A young couple crowded into the single bunk below me, splitting the cost of the 550 yuan ticket. A shirtless traveling taxi driver displayed his belly and talked loudly on his cell phone, spitting sunflower seeds. Periodically our train passed a bright construction site on the side of the tracks. The electrician on the next bunk was drunk. He had begun shadow boxing.

We blew through a small town. Then the night air grew dense with distant lights. Train staff passed through the car, delivering hot water, sweeping the floor, rolling up the curtains and then rolling them down again, selling thin white “night slippers” for 12 cents a pair. A beer and snack cart jostled down the corridor, the attendant yelling a continuous stream of offerings. Then all the lights went out and we rode on in blackness. It was 11:15 pm.

That night Mr. Hu got really drunk. He asked me repeatedly where I was from and when I told him, he shouted one of the few English words he knew. “Perfume!” He tried to hold my hand, repeating enthusiastically, “Perfume! Perfume!” He asked me again where I was from and did a little dance while processing the answer.
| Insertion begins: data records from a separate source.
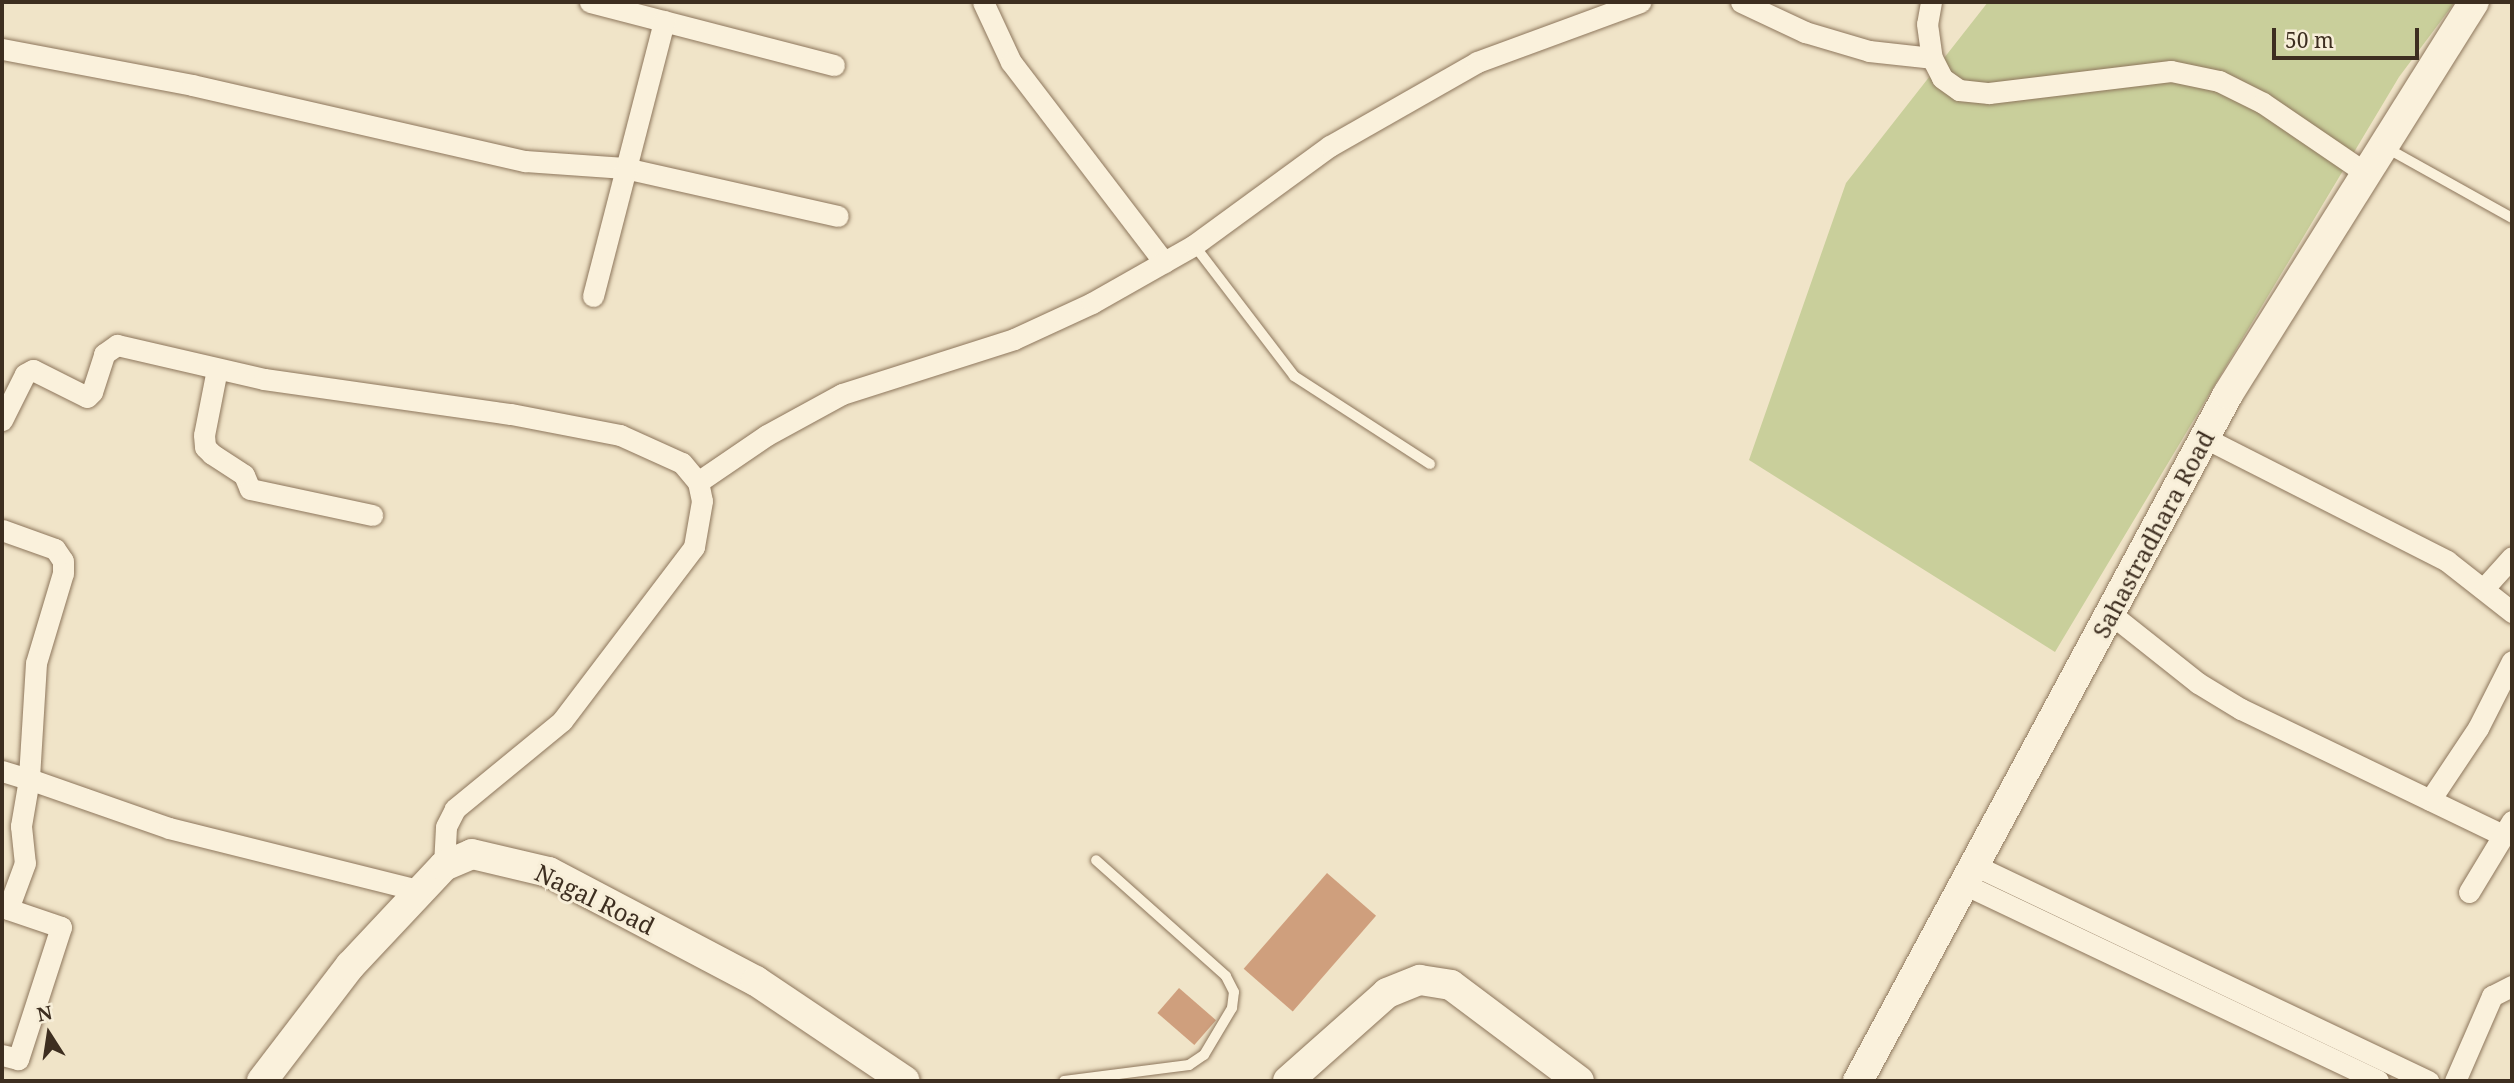 <!DOCTYPE html>
<html>
<head>
<meta charset="utf-8">
<style>
  body { margin:0 }
  #map { position:relative; width:2514px; height:1083px; overflow:hidden; background:#f0e4c8; font-family:"Noto Serif",serif }
  div>[style] { position:absolute }
  .green>* { inset:0; background:#c9cf9b }
  .building>* { inset:0; background:#cf9f7d; transform-origin:0 0 }
  .roads { filter:drop-shadow(0 0 2px #8d765c) drop-shadow(0 0 2px #8d765c) }
  .lane>* { height:10px; margin:-5px; padding:0 5px; transform-origin:5px; border-radius:5px; background:#faf1dc }
  .street>* { height:21px; margin:-10.5px; padding:0 10.5px; transform-origin:10.5px; border-radius:10.5px; background:#faf1dc }
  .secondary>* { height:30px; margin:-15px; padding:0 15px; transform-origin:15px; border-radius:15px; background:#faf1dc }
  span { translate:-50% -50%; white-space:nowrap; text-align:center; line-height:1.15; -webkit-text-stroke:6px #f7eed8; paint-order:stroke }
  .street-label { font-size:24px; color:#3d2e20 }
  .frame { position:absolute; inset:0; border:4px solid #3d2e20; pointer-events:none }
  .north { position:absolute; left:14px; top:999px; width:70px; height:70px; -webkit-text-stroke:5px #f7eed8; paint-order:stroke; rotate:348deg; font-size:19px; font-weight:700; line-height:28px; text-align:center; color:#3d2e20 }
  .north::after { content:''; display:block; margin:auto; width:24px; height:32px; background:#3d2e20; clip-path:polygon(50% 0,100% 100%,50% 72%,0 100%) }
  .scale { position:absolute; left:2272px; top:28px; width:147px; height:32px; box-sizing:border-box; border:4px solid #3d2e20; border-top:0; padding-left:9px; font-size:21px; line-height:24px; white-space:nowrap; color:#3d2e20; -webkit-text-stroke:5px #f7eed8; paint-order:stroke }
</style>
</head>
<body>
<div id="map">
  <div class="green">
    <div style="clip-path:polygon(1988px 2px,2455px 2px,2399px 77px,2055px 652px,1749px 460px,1846px 183px)"></div>
  </div>
  <div class="building">
    <div style="left:1327px;top:873px;width:65px;height:127px;rotate:41deg"></div>
    <div style="left:1179px;top:988px;width:49px;height:33px;rotate:41deg"></div>
  </div>
  <div class="roads">
    <div class="lane">
      <div style="left:2385px;top:147px;width:145px;rotate:29.2deg"></div>
      <div style="left:1194px;top:245px;width:165px;rotate:52.6deg"></div>
      <div style="left:1294px;top:376px;width:162px;rotate:32.9deg"></div>
      <div style="left:1064px;top:1081px;width:126px;rotate:-7.3deg"></div>
      <div style="left:1189px;top:1065px;width:18px;rotate:-34deg"></div>
      <div style="left:1204px;top:1055px;width:55px;rotate:-59.2deg"></div>
      <div style="left:1232px;top:1008px;width:16px;rotate:-83deg"></div>
      <div style="left:1234px;top:992px;width:18px;rotate:-117deg"></div>
      <div style="left:1226px;top:976px;width:174px;rotate:-138.3deg"></div>
    </div>
    <div class="street">
      <div style="left:590px;top:2px;width:252px;rotate:14.5deg"></div>
      <div style="left:983px;top:2px;width:66px;rotate:65deg"></div>
      <div style="left:1011px;top:62px;width:252px;rotate:52.6deg"></div>
      <div style="left:1741px;top:2px;width:71px;rotate:25.1deg"></div>
      <div style="left:1805px;top:32px;width:67px;rotate:16.5deg"></div>
      <div style="left:1869px;top:51px;width:63px;rotate:6.3deg"></div>
      <div style="left:1931px;top:2px;width:22px;rotate:100deg"></div>
      <div style="left:1927px;top:24px;width:34px;rotate:82deg"></div>
      <div style="left:1932px;top:58px;width:22px;rotate:63deg"></div>
      <div style="left:1942px;top:78px;width:21px;rotate:35deg"></div>
      <div style="left:1959px;top:90px;width:30px;rotate:6deg"></div>
      <div style="left:1989px;top:93px;width:183px;rotate:-6.9deg"></div>
      <div style="left:2171px;top:71px;width:49px;rotate:11.8deg"></div>
      <div style="left:2219px;top:81px;width:49px;rotate:26.6deg"></div>
      <div style="left:2263px;top:103px;width:122px;rotate:34.3deg"></div>
      <div style="left:2px;top:49px;width:193px;rotate:10.7deg"></div>
      <div style="left:192px;top:85px;width:342px;rotate:12.9deg"></div>
      <div style="left:525px;top:161px;width:100px;rotate:4deg"></div>
      <div style="left:625px;top:168px;width:218px;rotate:12.7deg"></div>
      <div style="left:593px;top:296px;width:284px;rotate:-75.5deg"></div>
      <div style="left:217px;top:369px;width:67px;rotate:101.1deg"></div>
      <div style="left:204px;top:435px;width:12px;rotate:85deg"></div>
      <div style="left:205px;top:447px;width:10px;rotate:45deg"></div>
      <div style="left:212px;top:454px;width:38px;rotate:33deg"></div>
      <div style="left:244px;top:475px;width:15px;rotate:67deg"></div>
      <div style="left:250px;top:489px;width:125px;rotate:12deg"></div>
      <div style="left:2px;top:420px;width:51px;rotate:-63.4deg"></div>
      <div style="left:25px;top:374px;width:9px;rotate:-27deg"></div>
      <div style="left:33px;top:370px;width:60px;rotate:26.6deg"></div>
      <div style="left:87px;top:397px;width:7px;rotate:-45deg"></div>
      <div style="left:92px;top:392px;width:40px;rotate:-72deg"></div>
      <div style="left:104px;top:354px;width:16px;rotate:-35deg"></div>
      <div style="left:117px;top:345px;width:151px;rotate:13deg"></div>
      <div style="left:264px;top:379px;width:249px;rotate:8.1deg"></div>
      <div style="left:511px;top:414px;width:111px;rotate:10.9deg"></div>
      <div style="left:620px;top:435px;width:68px;rotate:24.3deg"></div>
      <div style="left:682px;top:463px;width:25px;rotate:50deg"></div>
      <div style="left:698px;top:482px;width:19px;rotate:78deg"></div>
      <div style="left:702px;top:501px;width:47px;rotate:99.9deg"></div>
      <div style="left:694px;top:547px;width:218px;rotate:127.2deg"></div>
      <div style="left:562px;top:721px;width:139px;rotate:140.6deg"></div>
      <div style="left:455px;top:809px;width:20px;rotate:117deg"></div>
      <div style="left:446px;top:827px;width:39px;rotate:93deg"></div>
      <div style="left:2205px;top:438px;width:271px;rotate:26.9deg"></div>
      <div style="left:2447px;top:561px;width:83px;rotate:38.1deg"></div>
      <div style="left:698px;top:482px;width:83px;rotate:-34.3deg"></div>
      <div style="left:767px;top:435px;width:85px;rotate:-28.7deg"></div>
      <div style="left:842px;top:394px;width:181px;rotate:-17.7deg"></div>
      <div style="left:1014px;top:339px;width:86px;rotate:-24.8deg"></div>
      <div style="left:1092px;top:303px;width:117px;rotate:-29.6deg"></div>
      <div style="left:1194px;top:245px;width:168px;rotate:-36.1deg"></div>
      <div style="left:1330px;top:146px;width:169px;rotate:-29.7deg"></div>
      <div style="left:1477px;top:62px;width:174px;rotate:-20.2deg"></div>
      <div style="left:2px;top:530px;width:56px;rotate:19.7deg"></div>
      <div style="left:55px;top:549px;width:14px;rotate:56deg"></div>
      <div style="left:63px;top:561px;width:12px;rotate:90deg"></div>
      <div style="left:63px;top:573px;width:94px;rotate:106.7deg"></div>
      <div style="left:36px;top:663px;width:116px;rotate:93.5deg"></div>
      <div style="left:29px;top:779px;width:148px;rotate:19.3deg"></div>
      <div style="left:169px;top:828px;width:260px;rotate:14deg"></div>
      <div style="left:2485px;top:587px;width:40px;rotate:-48deg"></div>
      <div style="left:2111px;top:614px;width:111px;rotate:38.4deg"></div>
      <div style="left:2198px;top:683px;width:50px;rotate:31.2deg"></div>
      <div style="left:2241px;top:709px;width:291px;rotate:25.7deg"></div>
      <div style="left:2px;top:771px;width:28px;rotate:17deg"></div>
      <div style="left:29px;top:779px;width:48px;rotate:99.7deg"></div>
      <div style="left:21px;top:826px;width:37px;rotate:84deg"></div>
      <div style="left:25px;top:863px;width:49px;rotate:110.3deg"></div>
      <div style="left:8px;top:909px;width:56px;rotate:18.8deg"></div>
      <div style="left:61px;top:927px;width:139px;rotate:108deg"></div>
      <div style="left:18px;top:1059px;width:16px;rotate:-166deg"></div>
      <div style="left:2430px;top:800px;width:87px;rotate:-56.3deg"></div>
      <div style="left:2478px;top:728px;width:75px;rotate:-63.1deg"></div>
      <div style="left:1976px;top:866px;width:501px;rotate:25.44deg"></div>
      <div style="left:1966px;top:885px;width:456px;rotate:25.4deg"></div>
      <div style="left:2469px;top:892px;width:83px;rotate:-58.8deg"></div>
      <div style="left:2455px;top:1081px;width:93px;rotate:-66.5deg"></div>
      <div style="left:2492px;top:996px;width:22px;rotate:-27deg"></div>
    </div>
    <div class="secondary">
      <div style="left:262px;top:1081px;width:145px;rotate:-52.6deg"></div>
      <div style="left:350px;top:966px;width:137px;rotate:-46.8deg"></div>
      <div style="left:444px;top:866px;width:30px;rotate:-23deg"></div>
      <div style="left:472px;top:854px;width:79px;rotate:13.2deg"></div>
      <div style="left:549px;top:872px;width:234px;rotate:27.8deg"></div>
      <div style="left:756px;top:981px;width:179px;rotate:33.9deg"></div>
      <div style="left:1288px;top:1081px;width:132px;rotate:-41.6deg"></div>
      <div style="left:1387px;top:993px;width:35px;rotate:-22deg"></div>
      <div style="left:1420px;top:980px;width:31px;rotate:9deg"></div>
      <div style="left:1451px;top:985px;width:160px;rotate:36.9deg"></div>
      <div style="left:1858px;top:1081px;width:780px;rotate:-61.69deg"></div>
      <div style="left:2228px;top:394px;width:463px;rotate:-57.9deg"></div>
    </div>
  </div>
  <div class="street-label">
    <span style="left:2153px;top:534px;rotate:-62deg">Sahastradhara Road</span>
    <span style="left:595px;top:899px;rotate:26deg">Nagal Road</span>
  </div>
  <div class="frame"></div>
  <div class="north">N</div>
  <div class="scale">50 m</div>
</div>
</body>
</html>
Then Mr. Hu informed me that at 31 he had already gone to Yunnan University and finally made the decision to become an electrician. Yes! An electrician! Yes, okay, okay, he had enjoyed an amount of beer and Chinese liquor earlier in the evening. Sure. But the burning question he had for me, the one he could hardly contain: “Foreign lady where are you from?” I told him to leave me alone. Around 3 am the whole car woke to Mr. Hu’s shouts: “Yes I am in a big drink. Pick me up when I get in. It’s the west train station! The west! The west.

In the morning Mr. Hu was gone. A few waterlogged tealeaves dreamed in the bottom of my plastic mug. Newspapers flapped on the table and a breeze came in from an open window. I’d been on this train for only 18 and a half hours. It would take three more days to get there.